Padre Occhetta. Il lavoro non sia parola promessa e tradita Un saggio del gesuita di Civiltà cattolica sui temi della Settimana sociale
Alla prossima Settimana sociale dei cattolici italiani, la numero 48 di una storia ultracentenaria, si sarebbe dovuto parlare esclusivamente di giovani e lavoro. Ragioni di oggettiva opportunità (la disoccupazione colpisce anche gli over 35) hanno consigliato di non circoscrivere il campo della ricerca e della discussione solo ai «millennials». Perciò a Cagliari, dal 26 al 29 ottobre prossimo si parlerà dunque del «lavoro che vogliamo. Libero, creativo, partecipativo e solidale». Anche se, almeno questo è insieme speranza e auspicio, i riflettori saranno puntati specialmente per «immaginare» e «costruire» lavoro soprattutto per i quasi 3.100.000 giovani disoccupati (39%). Una situazione che mette in ginocchio il nostro Paese. Un lavoro che non c’è, dunque. Ma che, comunque, deve essere annunciato, ricercato, creato, inventato, sperato, armonizzato con l’evoluzione tecnologica, senza abbandonare le potenzialità nascoste nel nostro artigianato e nelle culture tradizionali.
Francesco Occhetta, scrittore di «La Civiltà Cattolica», lo inquadra e lo definisce così in un suo volume fresco di stampa: «Il lavoro promesso. Libero, creativo, partecipativo e solidale» (edito da Ancora-La Civiltà Cattolica, € 15 per 144 pagine). L’autore parte dalla situazione attuale, fa parlare i numeri e fatti che sostanzialmente dicono: «Il lavoro è una parola promessa. A volte tradita: spesso mal vissuta». Naturale conseguenza di un’economia che «dall’inizio della crisi, il Pil reale pro-capite è calato di circa il 10 % e oggi – dice l’Ocse – è allo stesso livello del 1997. La povertà assoluta è quasi raddoppiata rispetto ai livelli registrati prima della crisi e ha colpito in maniera particolare giovani e bambini».

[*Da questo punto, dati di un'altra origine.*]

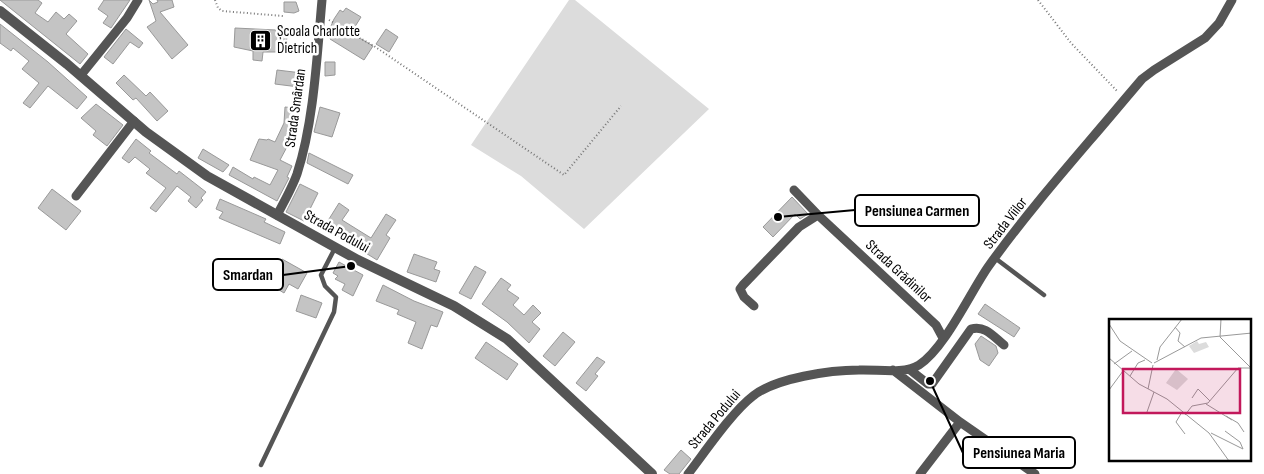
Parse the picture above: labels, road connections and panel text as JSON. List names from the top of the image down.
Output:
{
  "streets": {
    "street": [
      "Strada Smârdan",
      "Strada Viilor",
      "Strada Podului",
      "Strada Grădinilor"
    ]
  },
  "crossings": [
    ["Strada Smârdan", "Strada Podului"],
    ["Strada Viilor", "Strada Grădinilor"]
  ],
  "places": {
    "building": ["Școala Charlotte Dietrich"],
    "other": ["Pensiunea Carmen", "Smardan", "Pensiunea Maria"]
  }
}
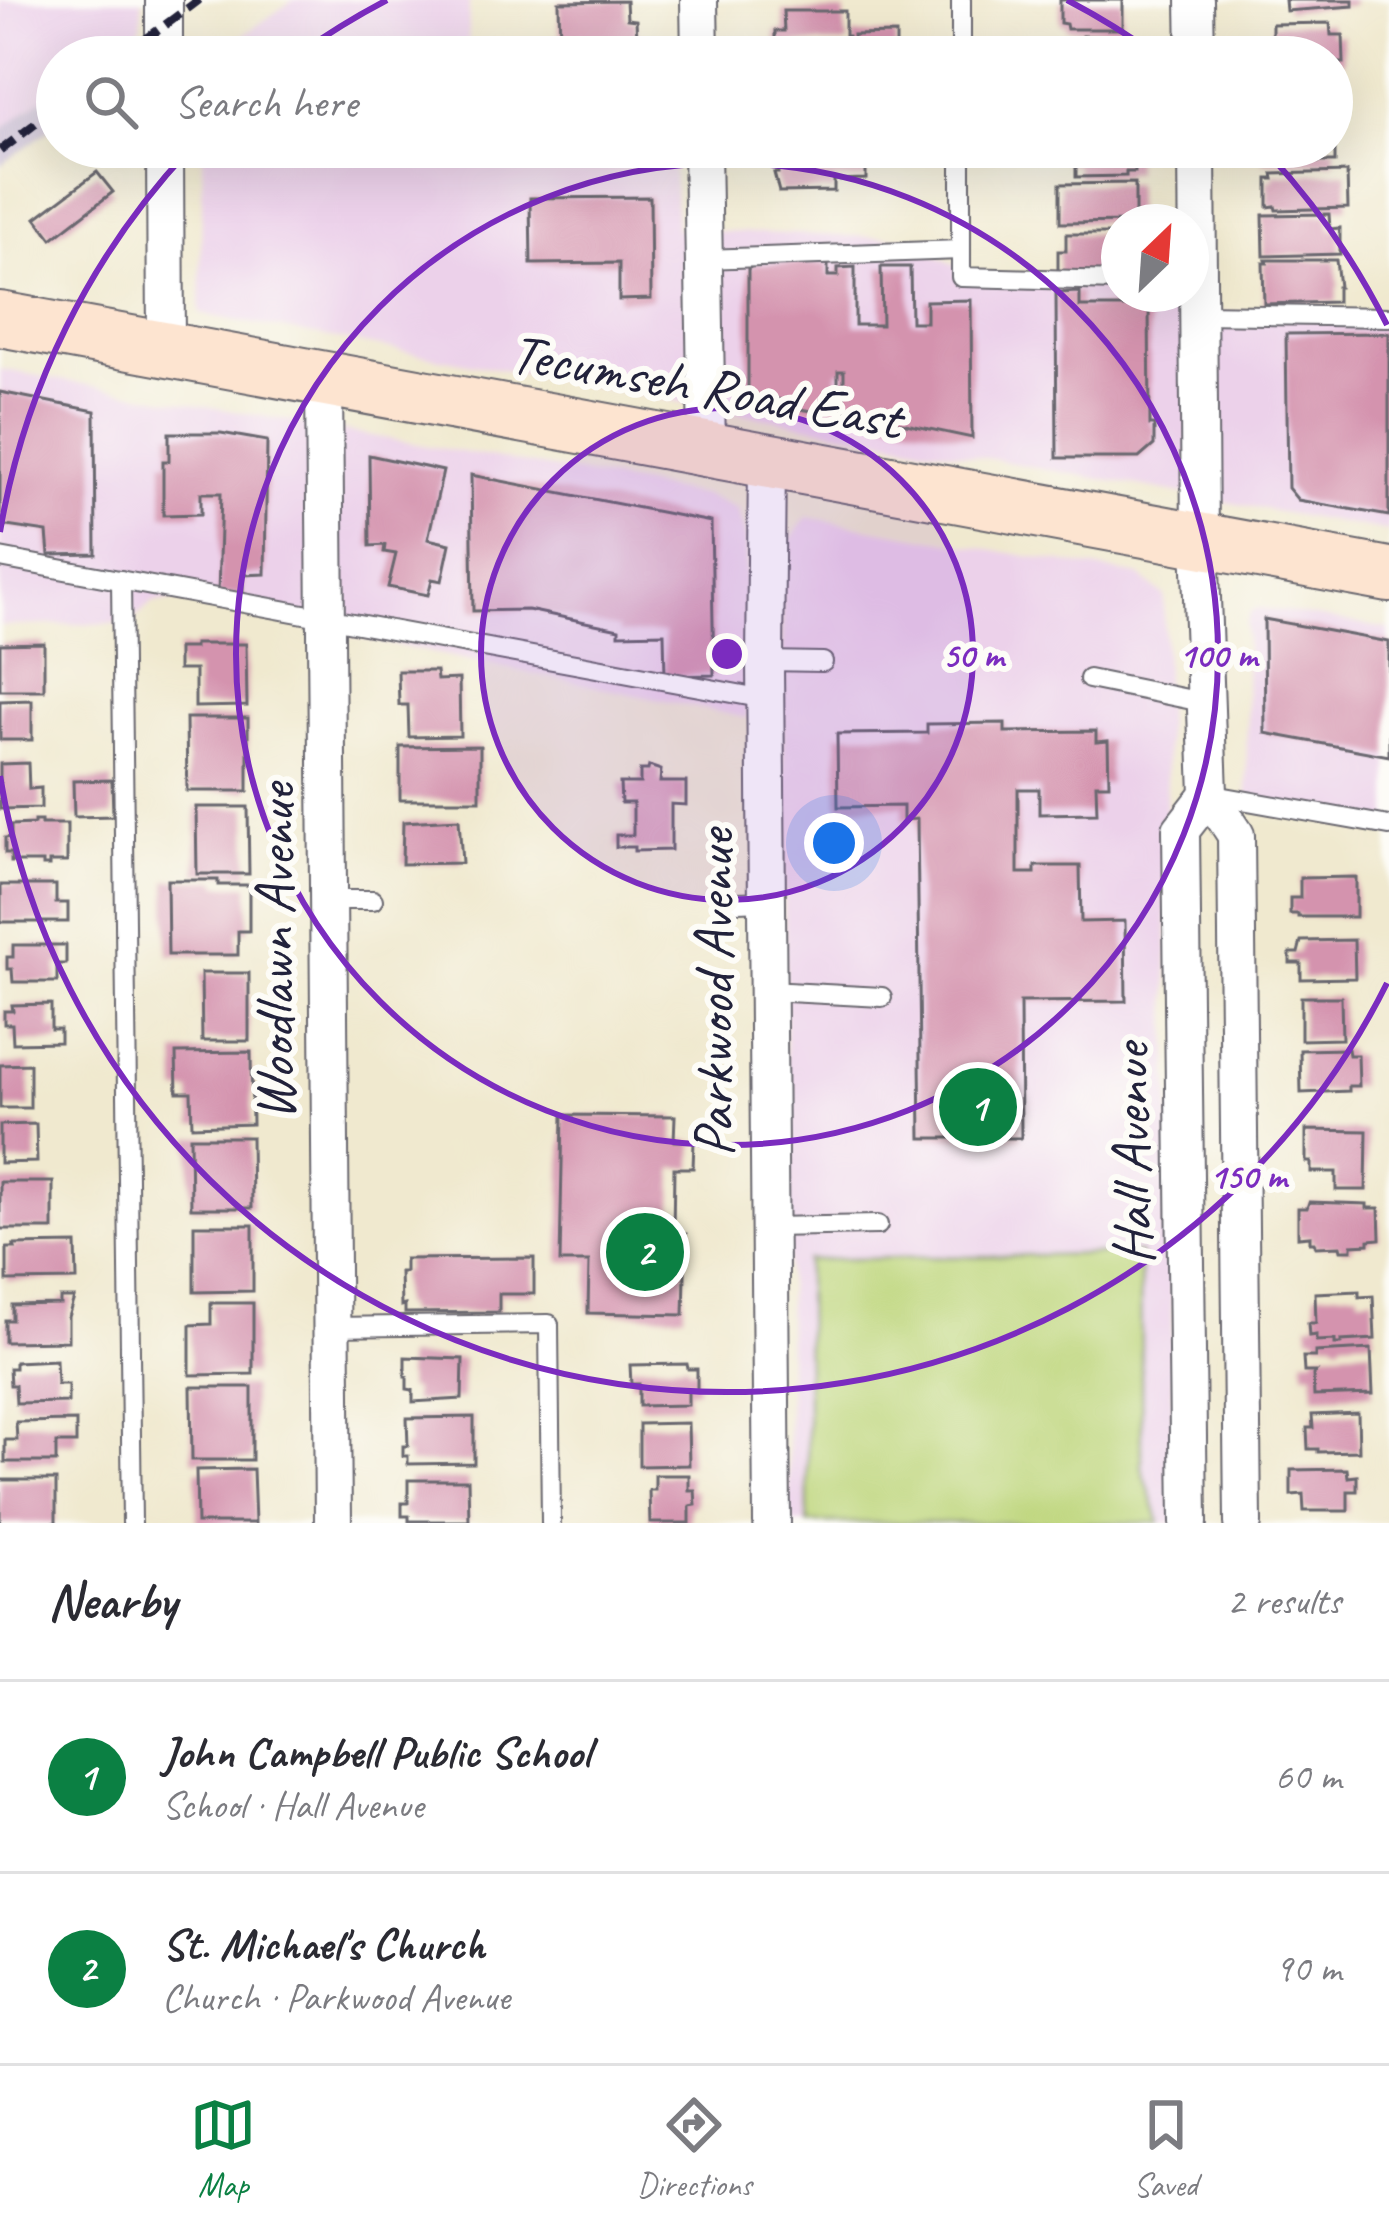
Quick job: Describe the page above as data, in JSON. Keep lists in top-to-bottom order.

Ma il Paese non si arrende a rimanere senza lavoro. Gli italiani provano a ripartire. Sempre. «Quando hanno un lavoro e una famiglia – scrive il gesuita, componente del Comitato scientifico e organizzatore delle Settimane sociali nonché consulente ecclesiastico dell’Ucsi – sanno comunque che bisogna essere in ricerca di altro, perché il desiderio di una vita realizzata spinge ad alzarsi la mattina e andare avanti». Con una novità rivoluzionaria rispetto a quel che succedeva fino a 20-30 anni fa: il lavoro si è modificato. Occhetta passa in rassegna alcuni cambiamenti intervenuti nel sistema-lavoro in generale. Ma cerca anche di individuare prospettive aperte da alcuni comparti, a lungo snobbati, che possono diventare preziose riserve occupazionali: il terzo settore, per esempio, e quello del lavoro domestico, analizzati, studiati rigorosamente dall’autore, affidandosi anche ad esperti autorevoli. «Il lavoro promesso» è una sorta di documento tecnico. La parte politico-programmatica è invece contenuta nelle «Linee di preparazione» e nella «Lettera-invito» del presidente monsignor Filippo Santoro a tutti vescovi italiani, una missiva che i cattolici, impegnati nel sociale, dovrebbero conoscere, e in modo particolare dovrebbe essere nota ai 1300 delegati partecipanti ai lavori cagliaritani. Il libro di Occhetta, con il capitolo più lungo dedicato significativamente a «Giovani e lavoro», ci aiuta a capire e riflettere su quella che appare come una nuova rivoluzione «copernicana» più che industriale.
La «questione lavoro» è esposta con competenza ma anche semplicità in tutti i suoi aspetti: i nuovi scenari del lavoro 4.0, i «crowd-working», le nuove tecnologie, le ricadute antropologiche della robotica, il risanamento ambientale nella zona industriale di Taranto, paradigma della necessità di conciliare salute e lavoro. Rivoluzioni, per altro, non universalmente valide, che interpellano i sindacati, quelli veri, non barricadieri, ma aperti alla contrattazione specifica per ogni posto di lavoro e per ogni territorio.
«La sfida del lavoro di domani – scrive Lorenzo Becchetti nella postfazione – con le macchine intelligenti e il lavoro a basso costo non sarà affatto semplice. Per vincerla ci vorrà tutta la passione e la creatività per alimentare fatica e vocazione al lavoro. Ci vorranno politiche nuove, inclusive e generative a livello locale, nazionale ed europeo».